Date unknown. (National Archives) |
Despite the Cayuse animosity, relations between the
Americans and the Nez Perces remained good until the 1860's, when miners
and settlers poured into their ancestral homeland of north-central
Idaho, northeastern Oregon, and southeastern Washington. In 1863 most of
them reluctantly agreed to a major reduction in their reservation, to
north-central Idaho. But for years several bands, known as the nontreaty
Nez Perces, lived outside the reservation and resisted Army and Indian
Bureau attempts to confine them with their acquiescent brethren.

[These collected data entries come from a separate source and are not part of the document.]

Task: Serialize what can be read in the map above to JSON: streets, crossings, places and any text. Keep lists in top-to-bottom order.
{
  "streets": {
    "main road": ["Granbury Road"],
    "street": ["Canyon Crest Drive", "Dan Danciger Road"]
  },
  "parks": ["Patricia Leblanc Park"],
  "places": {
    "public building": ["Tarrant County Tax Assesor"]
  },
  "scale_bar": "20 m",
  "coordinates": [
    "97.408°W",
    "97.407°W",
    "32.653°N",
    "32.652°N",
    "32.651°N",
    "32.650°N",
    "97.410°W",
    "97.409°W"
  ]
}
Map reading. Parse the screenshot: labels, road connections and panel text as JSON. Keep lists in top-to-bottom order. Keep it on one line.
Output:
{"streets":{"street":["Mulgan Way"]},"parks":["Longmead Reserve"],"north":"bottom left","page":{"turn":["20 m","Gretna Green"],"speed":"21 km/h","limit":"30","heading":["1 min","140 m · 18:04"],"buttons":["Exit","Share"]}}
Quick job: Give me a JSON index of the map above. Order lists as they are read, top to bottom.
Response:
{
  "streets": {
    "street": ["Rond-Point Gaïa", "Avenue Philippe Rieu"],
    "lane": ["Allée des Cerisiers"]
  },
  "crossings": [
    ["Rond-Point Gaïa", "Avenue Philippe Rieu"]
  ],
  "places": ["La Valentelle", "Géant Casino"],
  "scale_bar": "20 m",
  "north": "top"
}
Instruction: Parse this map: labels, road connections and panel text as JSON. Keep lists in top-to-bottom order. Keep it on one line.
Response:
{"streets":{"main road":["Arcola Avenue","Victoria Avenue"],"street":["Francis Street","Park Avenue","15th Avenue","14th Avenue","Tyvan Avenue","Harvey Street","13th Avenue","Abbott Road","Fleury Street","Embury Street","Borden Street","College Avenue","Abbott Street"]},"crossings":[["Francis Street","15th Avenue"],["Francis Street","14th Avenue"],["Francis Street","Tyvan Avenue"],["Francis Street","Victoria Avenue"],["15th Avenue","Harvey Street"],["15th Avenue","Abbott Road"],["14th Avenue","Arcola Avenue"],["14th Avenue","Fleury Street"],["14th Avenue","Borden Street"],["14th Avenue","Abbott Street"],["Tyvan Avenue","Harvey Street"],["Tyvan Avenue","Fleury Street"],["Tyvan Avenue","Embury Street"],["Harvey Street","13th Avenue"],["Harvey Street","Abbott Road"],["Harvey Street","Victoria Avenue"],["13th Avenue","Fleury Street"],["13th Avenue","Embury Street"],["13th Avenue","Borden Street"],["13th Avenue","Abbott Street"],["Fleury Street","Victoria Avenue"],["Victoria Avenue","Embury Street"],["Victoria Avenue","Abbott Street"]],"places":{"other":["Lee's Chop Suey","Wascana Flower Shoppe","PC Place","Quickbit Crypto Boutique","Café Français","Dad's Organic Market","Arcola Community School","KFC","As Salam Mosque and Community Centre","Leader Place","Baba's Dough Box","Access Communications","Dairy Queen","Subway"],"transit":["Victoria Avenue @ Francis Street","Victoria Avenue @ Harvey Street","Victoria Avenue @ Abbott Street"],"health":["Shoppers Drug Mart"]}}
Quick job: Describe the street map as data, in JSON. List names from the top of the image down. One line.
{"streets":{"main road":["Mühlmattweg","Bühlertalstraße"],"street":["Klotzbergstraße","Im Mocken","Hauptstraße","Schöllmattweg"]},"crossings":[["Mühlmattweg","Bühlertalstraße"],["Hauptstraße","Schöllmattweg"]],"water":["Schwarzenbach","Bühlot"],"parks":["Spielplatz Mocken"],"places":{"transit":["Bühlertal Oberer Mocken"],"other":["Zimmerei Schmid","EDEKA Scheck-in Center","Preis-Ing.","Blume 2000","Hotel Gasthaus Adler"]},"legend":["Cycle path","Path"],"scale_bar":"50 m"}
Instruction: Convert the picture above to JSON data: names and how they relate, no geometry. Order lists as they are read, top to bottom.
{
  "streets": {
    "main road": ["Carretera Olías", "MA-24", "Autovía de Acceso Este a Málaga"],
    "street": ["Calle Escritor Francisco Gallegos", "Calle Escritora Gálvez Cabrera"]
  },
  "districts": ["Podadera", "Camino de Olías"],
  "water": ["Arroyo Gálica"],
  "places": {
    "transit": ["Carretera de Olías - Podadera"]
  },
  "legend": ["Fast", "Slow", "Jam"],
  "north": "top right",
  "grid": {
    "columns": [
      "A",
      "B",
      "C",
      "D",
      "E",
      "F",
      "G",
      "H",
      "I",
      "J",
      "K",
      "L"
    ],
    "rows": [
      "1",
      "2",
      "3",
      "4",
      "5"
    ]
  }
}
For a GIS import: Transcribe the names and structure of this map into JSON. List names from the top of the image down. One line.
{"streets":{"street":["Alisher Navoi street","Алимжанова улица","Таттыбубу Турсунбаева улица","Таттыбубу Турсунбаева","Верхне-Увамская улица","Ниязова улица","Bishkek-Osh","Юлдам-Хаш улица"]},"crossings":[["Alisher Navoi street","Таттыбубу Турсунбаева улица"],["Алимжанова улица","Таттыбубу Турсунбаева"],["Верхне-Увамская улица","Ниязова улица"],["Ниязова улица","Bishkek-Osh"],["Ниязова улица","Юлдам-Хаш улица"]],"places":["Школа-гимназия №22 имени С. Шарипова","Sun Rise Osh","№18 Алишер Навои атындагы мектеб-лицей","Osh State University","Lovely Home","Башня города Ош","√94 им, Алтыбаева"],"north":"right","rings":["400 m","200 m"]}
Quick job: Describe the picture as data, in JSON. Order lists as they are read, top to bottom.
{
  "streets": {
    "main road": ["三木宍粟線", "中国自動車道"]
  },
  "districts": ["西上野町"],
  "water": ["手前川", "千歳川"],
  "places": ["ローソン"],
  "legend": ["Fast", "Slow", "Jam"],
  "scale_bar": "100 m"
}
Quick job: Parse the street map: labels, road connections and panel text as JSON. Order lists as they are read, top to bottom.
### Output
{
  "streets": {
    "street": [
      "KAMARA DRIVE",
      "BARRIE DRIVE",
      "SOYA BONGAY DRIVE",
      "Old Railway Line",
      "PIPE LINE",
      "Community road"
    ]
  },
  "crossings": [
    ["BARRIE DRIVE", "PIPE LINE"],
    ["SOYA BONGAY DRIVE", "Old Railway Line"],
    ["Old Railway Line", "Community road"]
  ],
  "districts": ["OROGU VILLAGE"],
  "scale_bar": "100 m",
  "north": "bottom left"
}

In 1876
a committee appointed by the Secretary of the Interior met with
representatives of the two factions at the Lapwai Agency, Idaho, and
later recommended to the Government the use of force if necessary to
move the recalcitrants onto the reservation. Finally, under duress, in
1877 they began to migrate there. En route in June a few revengeful
warriors murdered some settlers along the Salmon River south of the
reservation. Brig. Gen. Oliver O. Howard, in charge of the relocation,
sent two companies of cavalry under Capt. David Perry, from Fort Lapwai,
Idaho, to restore order.
The warriors who had committed the murders belonged
to a group camped on Camas Prairie, who subsequently moved to White Bird
Canyon. As the troops rode down the canyon on June 17 toward the camp,
about 60 or 70 of the Indians took cover at a point between the camp and
the approaching soldiers, and the Battle of White Bird Canyon broke out.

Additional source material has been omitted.